**What needs to be done**
A partial copy is required: transcribe exactly the lines from the one containing "I need the bounding" through the last line below, without any pictures.

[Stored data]
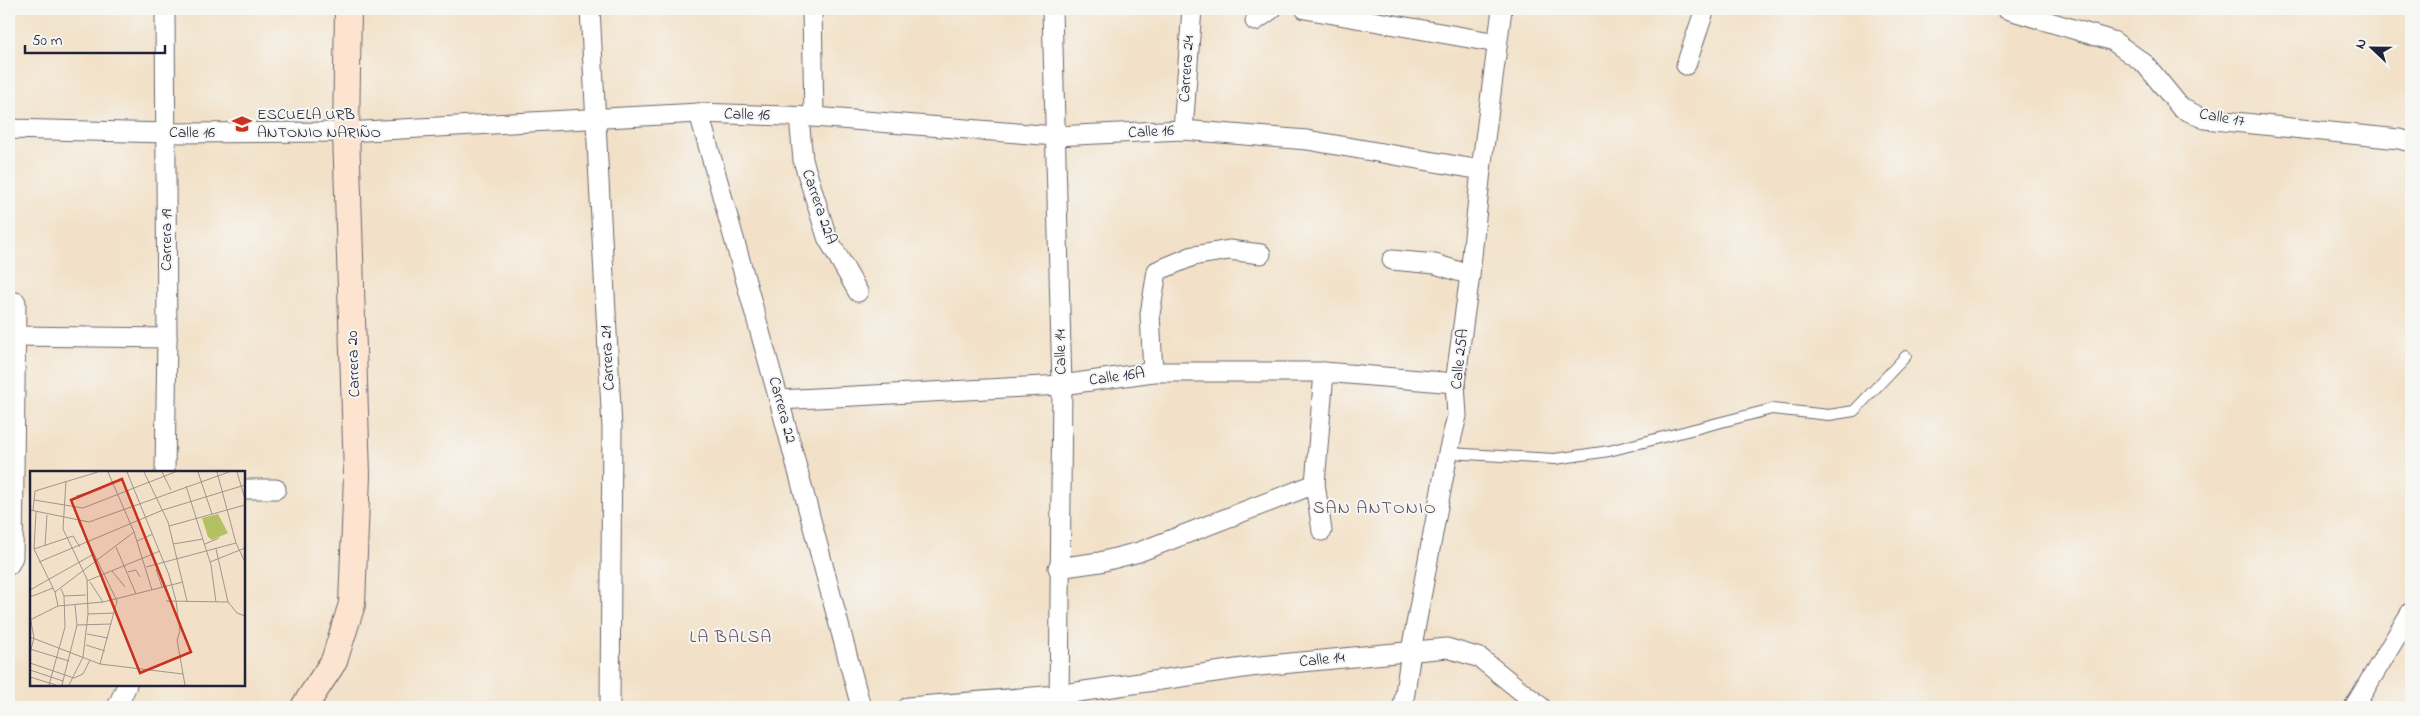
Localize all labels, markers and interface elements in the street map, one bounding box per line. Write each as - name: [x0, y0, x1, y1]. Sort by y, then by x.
- scale bar: [25, 22, 165, 54]
- north arrow: [2348, 22, 2398, 72]
- text: 50 m: [32, 30, 63, 52]
- street label: Carrera 24: [1173, 35, 1201, 103]
- text: N: [2350, 35, 2373, 52]
- street label: Calle 16: [724, 102, 770, 128]
- street label: Calle 17: [2197, 102, 2247, 134]
- place label: ESCUELA URB ANTONIO NARIÑO: [257, 103, 381, 145]
- school or university icon: ESCUELA URB ANTONIO NARIÑO: [231, 113, 253, 135]
- street label: Calle 16: [1127, 119, 1175, 145]
- street label: Calle 16: [169, 121, 215, 145]
- street label: Carrera 22A: [795, 166, 843, 248]
- street label: Carrera 19: [155, 209, 179, 271]
- street label: Carrera 21: [594, 325, 622, 391]
- street label: Calle 25A: [1445, 327, 1475, 391]
- street label: Calle 14: [1049, 329, 1073, 375]
- street label: Carrera 20: [341, 330, 367, 398]
- street label: Calle 16A: [1088, 361, 1147, 393]
- street label: Carrera 22: [762, 374, 802, 446]
- inset map: [30, 471, 245, 686]
- district label: SAN ANTONIO: [1313, 496, 1437, 522]
- district label: LA BALSA: [690, 625, 772, 651]
- street label: Calle 14: [1298, 646, 1346, 674]

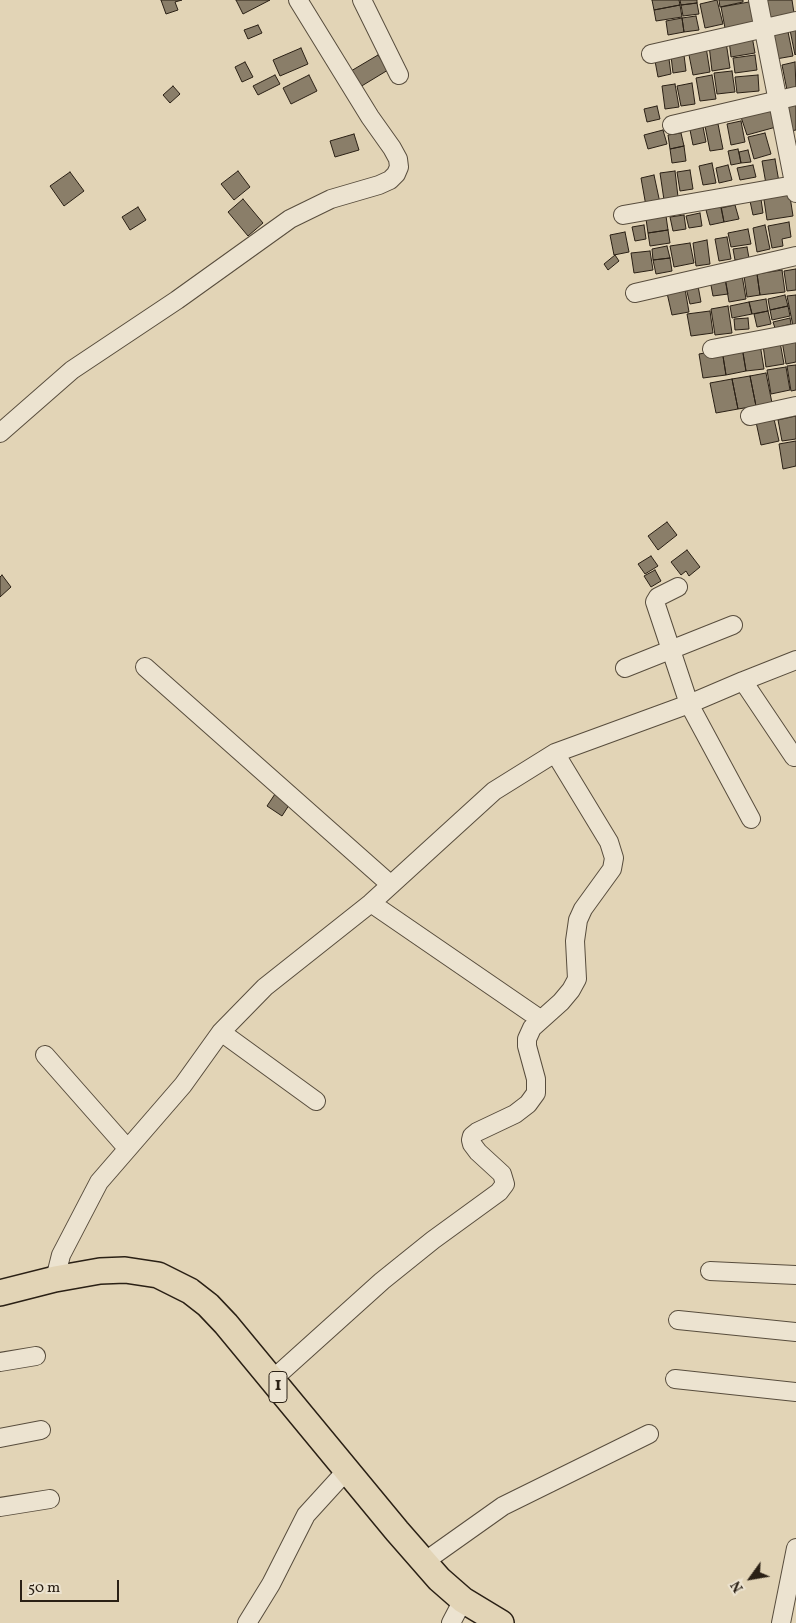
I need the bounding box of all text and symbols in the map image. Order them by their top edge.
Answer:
road number: 1 [269,1371,287,1402]
north arrow [726,1553,776,1603]
scale bar [22,1570,121,1602]
text: N [727,1577,749,1596]
text: 50 m [28,1578,60,1599]

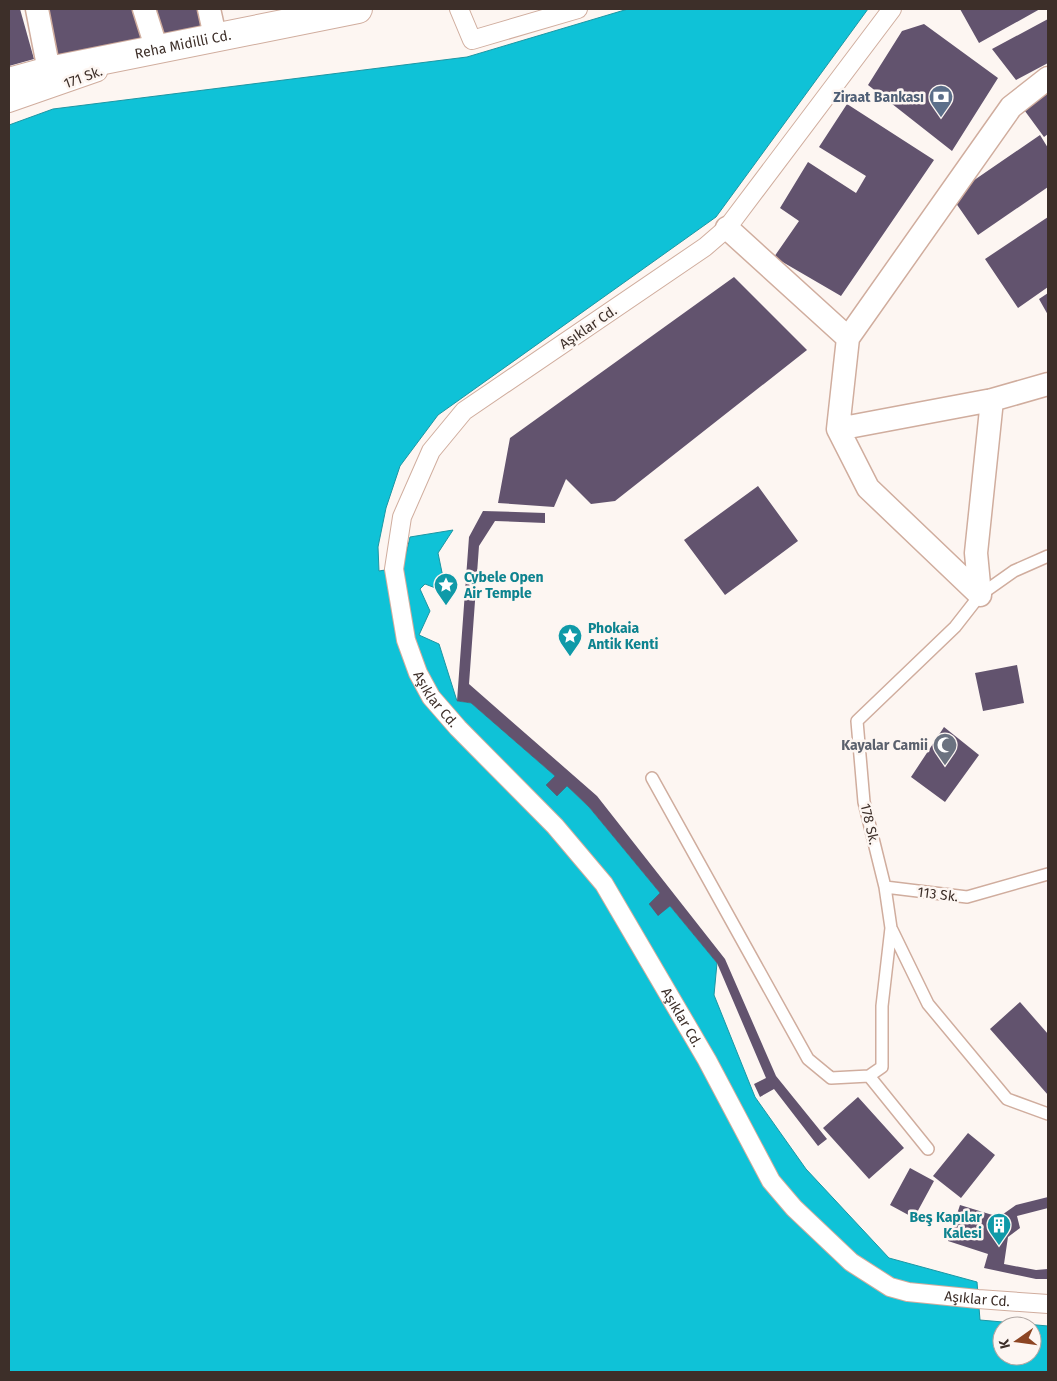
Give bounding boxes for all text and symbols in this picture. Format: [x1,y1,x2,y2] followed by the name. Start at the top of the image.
[133,27,233,63] street label: Reha Midilli Cd.
[61,63,105,92] street label: 171 Sk.
[928,84,954,118] bank icon: Ziraat Bankası
[833,89,924,106] place label: Ziraat Bankası
[556,302,620,353] street label: Aşıklar Cd.
[463,569,544,602] place label: Cybele Open Air Temple
[433,572,459,606] place icon: Cybele Open Air Temple
[587,620,659,653] place label: Phokaia Antik Kenti
[557,623,583,657] place icon: Phokaia Antik Kenti
[409,668,461,731] street label: Aşıklar Cd.
[932,732,958,766] mosque icon: Kayalar Camii
[841,737,928,754] place label: Kayalar Camii
[857,802,882,846] street label: 178 Sk.
[917,884,959,905] street label: 113 Sk.
[658,985,705,1050] street label: Aşıklar Cd.
[909,1209,982,1242] place label: Beş Kapılar Kalesi
[986,1212,1012,1246] building icon: Beş Kapılar Kalesi
[944,1288,1011,1310] street label: Aşıklar Cd.
[992,1316,1042,1366] north arrow
[995,1337,1014,1350] text: K

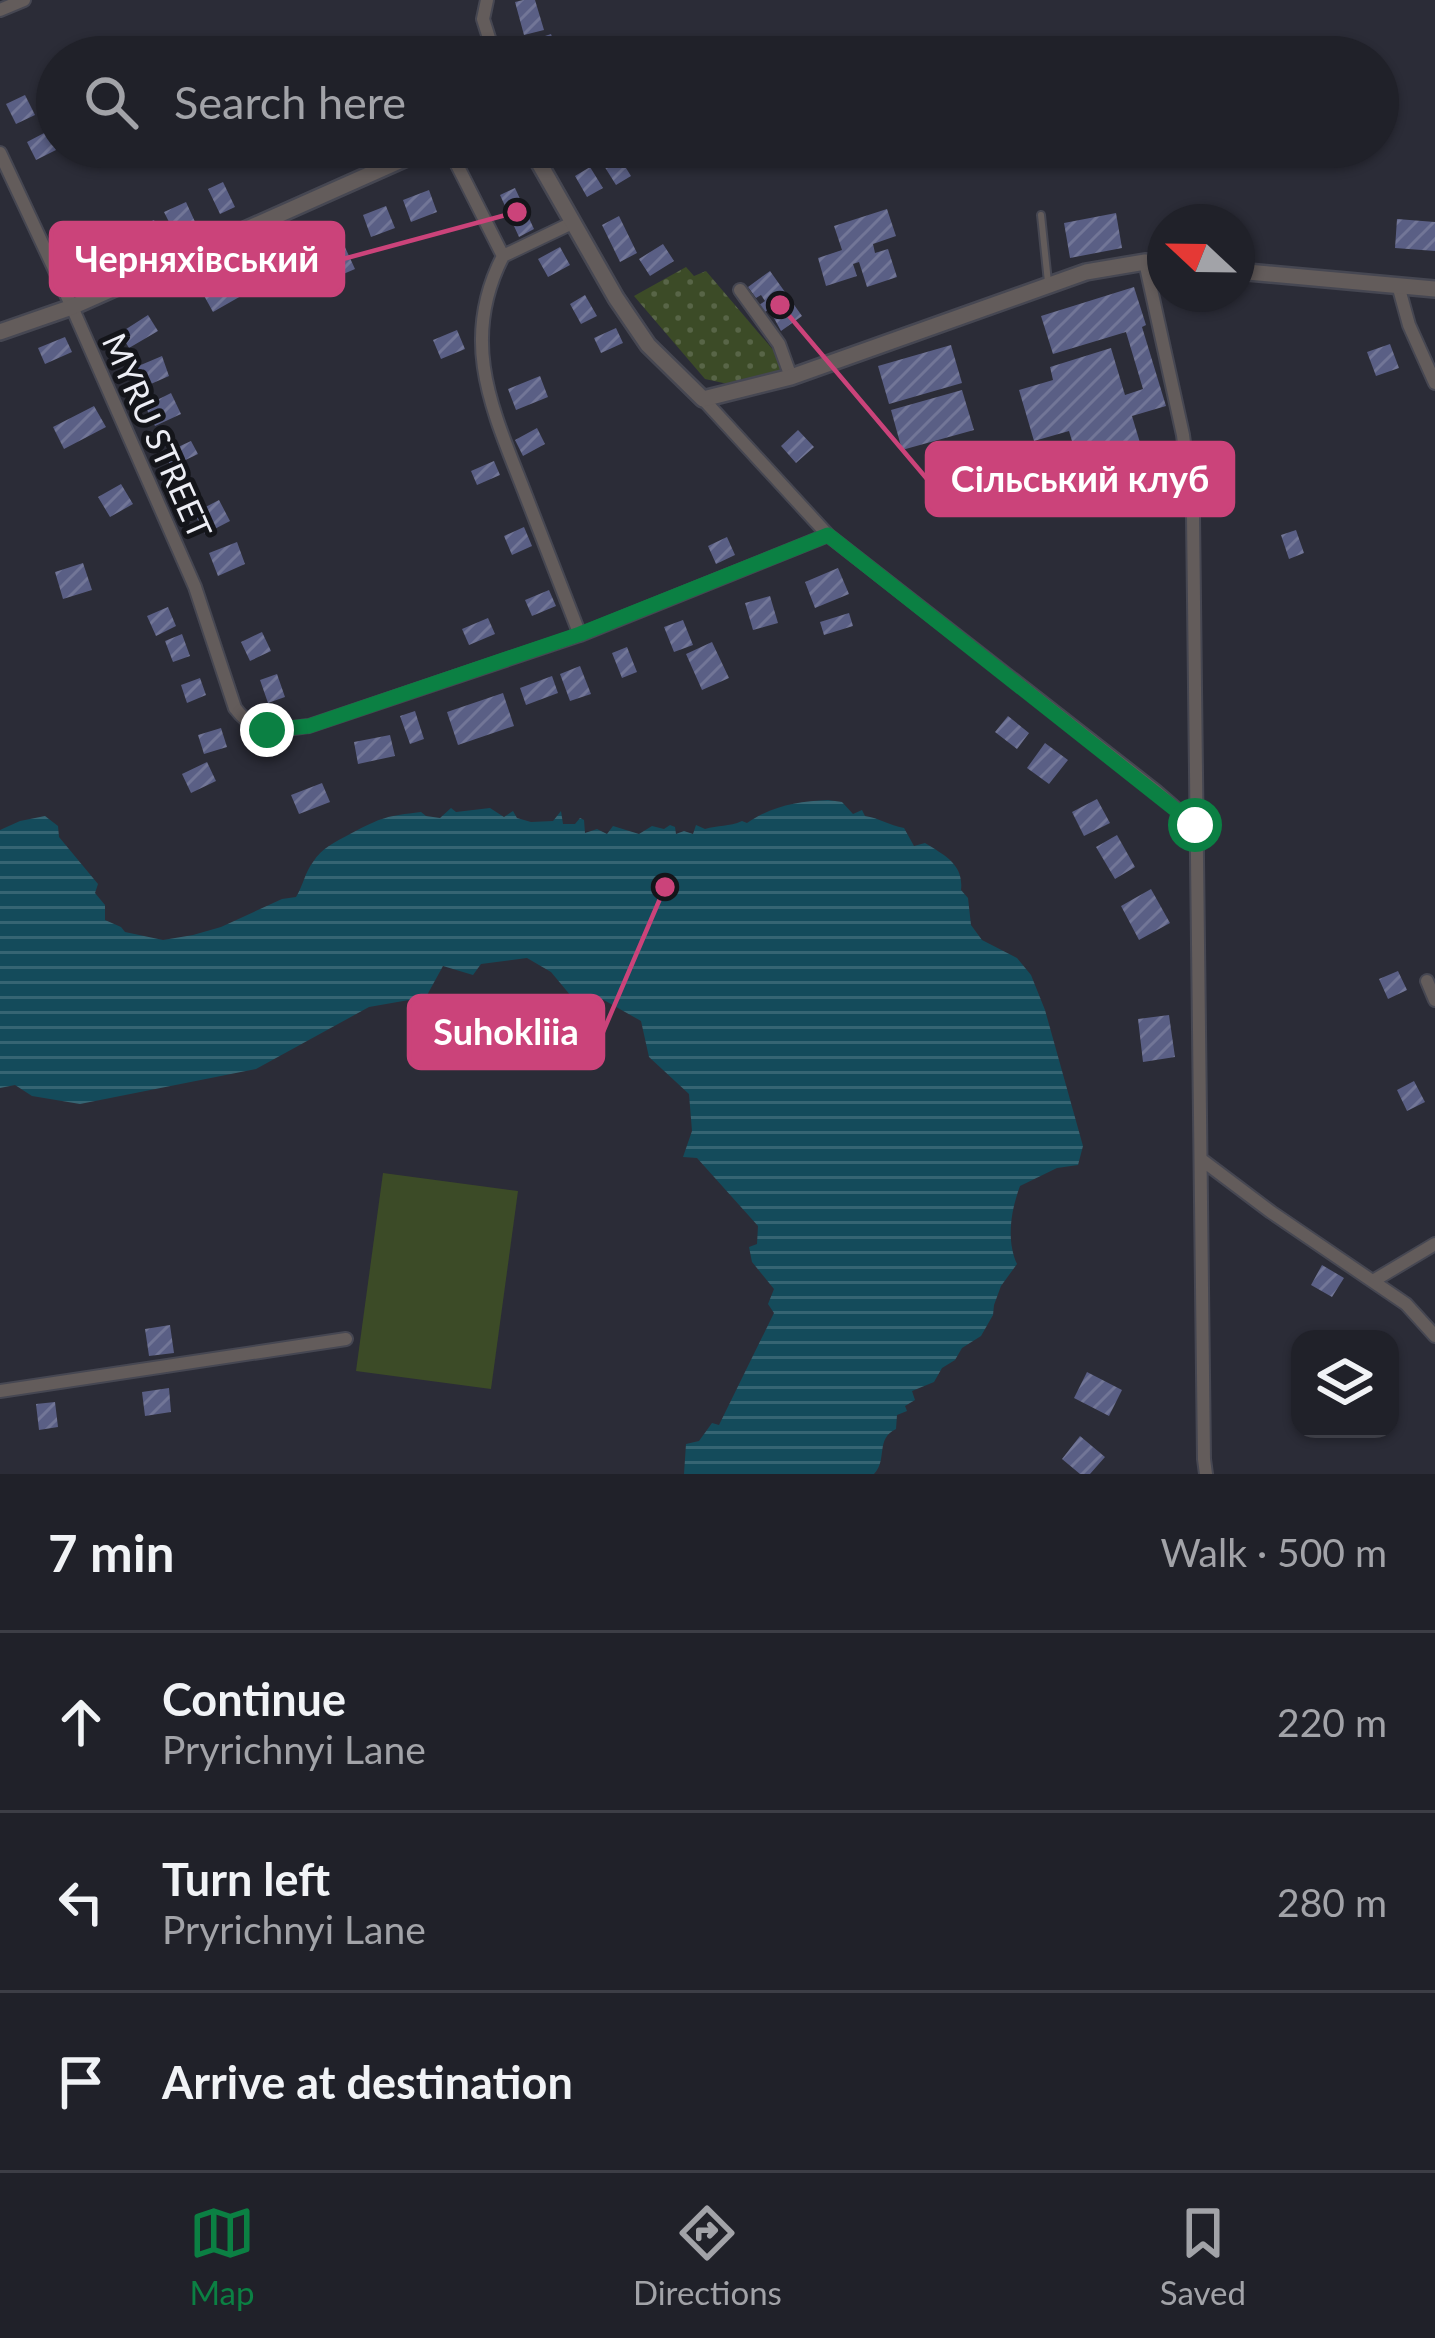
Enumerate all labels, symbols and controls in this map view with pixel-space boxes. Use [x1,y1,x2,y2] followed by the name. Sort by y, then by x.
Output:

**Output below**
I need the bounding box of all text and symbols in the map image. Order them by their top edge.
Answer:
road number: 1 [269,1371,287,1402]
north arrow [726,1553,776,1603]
scale bar [22,1570,121,1602]
text: N [727,1577,749,1596]
text: 50 m [28,1578,60,1599]

Give bounding boxes for all text and symbols in this picture. Format: [x1,y1,x2,y2] followed by the name. Start at the top of the image.
[133,27,233,63] street label: Reha Midilli Cd.
[61,63,105,92] street label: 171 Sk.
[928,84,954,118] bank icon: Ziraat Bankası
[833,89,924,106] place label: Ziraat Bankası
[556,302,620,353] street label: Aşıklar Cd.
[463,569,544,602] place label: Cybele Open Air Temple
[433,572,459,606] place icon: Cybele Open Air Temple
[587,620,659,653] place label: Phokaia Antik Kenti
[557,623,583,657] place icon: Phokaia Antik Kenti
[409,668,461,731] street label: Aşıklar Cd.
[932,732,958,766] mosque icon: Kayalar Camii
[841,737,928,754] place label: Kayalar Camii
[857,802,882,846] street label: 178 Sk.
[917,884,959,905] street label: 113 Sk.
[658,985,705,1050] street label: Aşıklar Cd.
[909,1209,982,1242] place label: Beş Kapılar Kalesi
[986,1212,1012,1246] building icon: Beş Kapılar Kalesi
[944,1288,1011,1310] street label: Aşıklar Cd.
[992,1316,1042,1366] north arrow
[995,1337,1014,1350] text: K

Enumerate all labels, symbols and controls in this map view with pixel-space boxes. Use [x1,y1,x2,y2] followed by the name. Sort by y, then by x.
Output:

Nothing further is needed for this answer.